EXERCISE BRIEF
Every record must be written out once more, with nothing added or omitted.

(Beginning of EXERCISE INPUTS)

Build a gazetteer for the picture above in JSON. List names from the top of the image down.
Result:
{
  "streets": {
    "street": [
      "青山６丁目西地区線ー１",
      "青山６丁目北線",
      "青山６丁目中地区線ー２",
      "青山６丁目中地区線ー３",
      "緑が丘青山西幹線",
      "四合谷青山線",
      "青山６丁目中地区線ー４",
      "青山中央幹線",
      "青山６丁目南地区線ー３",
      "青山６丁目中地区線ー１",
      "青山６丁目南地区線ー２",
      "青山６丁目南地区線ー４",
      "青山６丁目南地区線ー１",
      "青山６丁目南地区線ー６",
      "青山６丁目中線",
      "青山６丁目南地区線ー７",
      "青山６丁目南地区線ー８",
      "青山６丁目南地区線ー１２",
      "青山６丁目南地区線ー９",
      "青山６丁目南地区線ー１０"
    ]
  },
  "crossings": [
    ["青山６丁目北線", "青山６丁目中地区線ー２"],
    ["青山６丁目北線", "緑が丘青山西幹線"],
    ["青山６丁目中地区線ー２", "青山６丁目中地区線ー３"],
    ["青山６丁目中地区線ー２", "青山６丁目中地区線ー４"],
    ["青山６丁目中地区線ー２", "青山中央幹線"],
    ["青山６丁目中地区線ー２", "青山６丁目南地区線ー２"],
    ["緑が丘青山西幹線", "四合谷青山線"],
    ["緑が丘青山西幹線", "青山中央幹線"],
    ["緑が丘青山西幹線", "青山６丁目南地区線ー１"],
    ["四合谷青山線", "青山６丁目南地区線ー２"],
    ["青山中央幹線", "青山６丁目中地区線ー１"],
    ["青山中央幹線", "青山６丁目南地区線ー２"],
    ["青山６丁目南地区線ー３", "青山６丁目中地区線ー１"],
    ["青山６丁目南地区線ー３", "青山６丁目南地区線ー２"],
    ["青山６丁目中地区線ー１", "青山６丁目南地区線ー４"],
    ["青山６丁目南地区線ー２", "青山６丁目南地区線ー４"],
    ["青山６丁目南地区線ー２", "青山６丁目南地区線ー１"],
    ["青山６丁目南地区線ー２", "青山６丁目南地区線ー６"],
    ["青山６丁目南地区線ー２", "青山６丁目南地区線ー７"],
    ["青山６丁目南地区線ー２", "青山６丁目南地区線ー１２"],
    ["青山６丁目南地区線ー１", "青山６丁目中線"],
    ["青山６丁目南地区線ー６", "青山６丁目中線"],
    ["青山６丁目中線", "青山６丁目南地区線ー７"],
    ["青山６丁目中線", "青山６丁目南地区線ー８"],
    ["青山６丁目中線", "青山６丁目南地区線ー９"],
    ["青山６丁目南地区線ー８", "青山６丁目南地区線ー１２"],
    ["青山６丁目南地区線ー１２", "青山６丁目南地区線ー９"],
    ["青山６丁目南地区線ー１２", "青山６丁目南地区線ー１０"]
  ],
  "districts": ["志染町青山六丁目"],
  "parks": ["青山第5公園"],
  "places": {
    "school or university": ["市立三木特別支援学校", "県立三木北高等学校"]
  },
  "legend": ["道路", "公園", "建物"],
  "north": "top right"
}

(End of EXERCISE INPUTS)

RESULT FOR THIS TASK
Build a gazetteer for the picture above in JSON. List names from the top of the image down.
Result:
{
  "streets": {
    "street": [
      "青山６丁目西地区線ー１",
      "青山６丁目北線",
      "青山６丁目中地区線ー２",
      "青山６丁目中地区線ー３",
      "緑が丘青山西幹線",
      "四合谷青山線",
      "青山６丁目中地区線ー４",
      "青山中央幹線",
      "青山６丁目南地区線ー３",
      "青山６丁目中地区線ー１",
      "青山６丁目南地区線ー２",
      "青山６丁目南地区線ー４",
      "青山６丁目南地区線ー１",
      "青山６丁目南地区線ー６",
      "青山６丁目中線",
      "青山６丁目南地区線ー７",
      "青山６丁目南地区線ー８",
      "青山６丁目南地区線ー１２",
      "青山６丁目南地区線ー９",
      "青山６丁目南地区線ー１０"
    ]
  },
  "crossings": [
    ["青山６丁目北線", "青山６丁目中地区線ー２"],
    ["青山６丁目北線", "緑が丘青山西幹線"],
    ["青山６丁目中地区線ー２", "青山６丁目中地区線ー３"],
    ["青山６丁目中地区線ー２", "青山６丁目中地区線ー４"],
    ["青山６丁目中地区線ー２", "青山中央幹線"],
    ["青山６丁目中地区線ー２", "青山６丁目南地区線ー２"],
    ["緑が丘青山西幹線", "四合谷青山線"],
    ["緑が丘青山西幹線", "青山中央幹線"],
    ["緑が丘青山西幹線", "青山６丁目南地区線ー１"],
    ["四合谷青山線", "青山６丁目南地区線ー２"],
    ["青山中央幹線", "青山６丁目中地区線ー１"],
    ["青山中央幹線", "青山６丁目南地区線ー２"],
    ["青山６丁目南地区線ー３", "青山６丁目中地区線ー１"],
    ["青山６丁目南地区線ー３", "青山６丁目南地区線ー２"],
    ["青山６丁目中地区線ー１", "青山６丁目南地区線ー４"],
    ["青山６丁目南地区線ー２", "青山６丁目南地区線ー４"],
    ["青山６丁目南地区線ー２", "青山６丁目南地区線ー１"],
    ["青山６丁目南地区線ー２", "青山６丁目南地区線ー６"],
    ["青山６丁目南地区線ー２", "青山６丁目南地区線ー７"],
    ["青山６丁目南地区線ー２", "青山６丁目南地区線ー１２"],
    ["青山６丁目南地区線ー１", "青山６丁目中線"],
    ["青山６丁目南地区線ー６", "青山６丁目中線"],
    ["青山６丁目中線", "青山６丁目南地区線ー７"],
    ["青山６丁目中線", "青山６丁目南地区線ー８"],
    ["青山６丁目中線", "青山６丁目南地区線ー９"],
    ["青山６丁目南地区線ー８", "青山６丁目南地区線ー１２"],
    ["青山６丁目南地区線ー１２", "青山６丁目南地区線ー９"],
    ["青山６丁目南地区線ー１２", "青山６丁目南地区線ー１０"]
  ],
  "districts": ["志染町青山六丁目"],
  "parks": ["青山第5公園"],
  "places": {
    "school or university": ["市立三木特別支援学校", "県立三木北高等学校"]
  },
  "legend": ["道路", "公園", "建物"],
  "north": "top right"
}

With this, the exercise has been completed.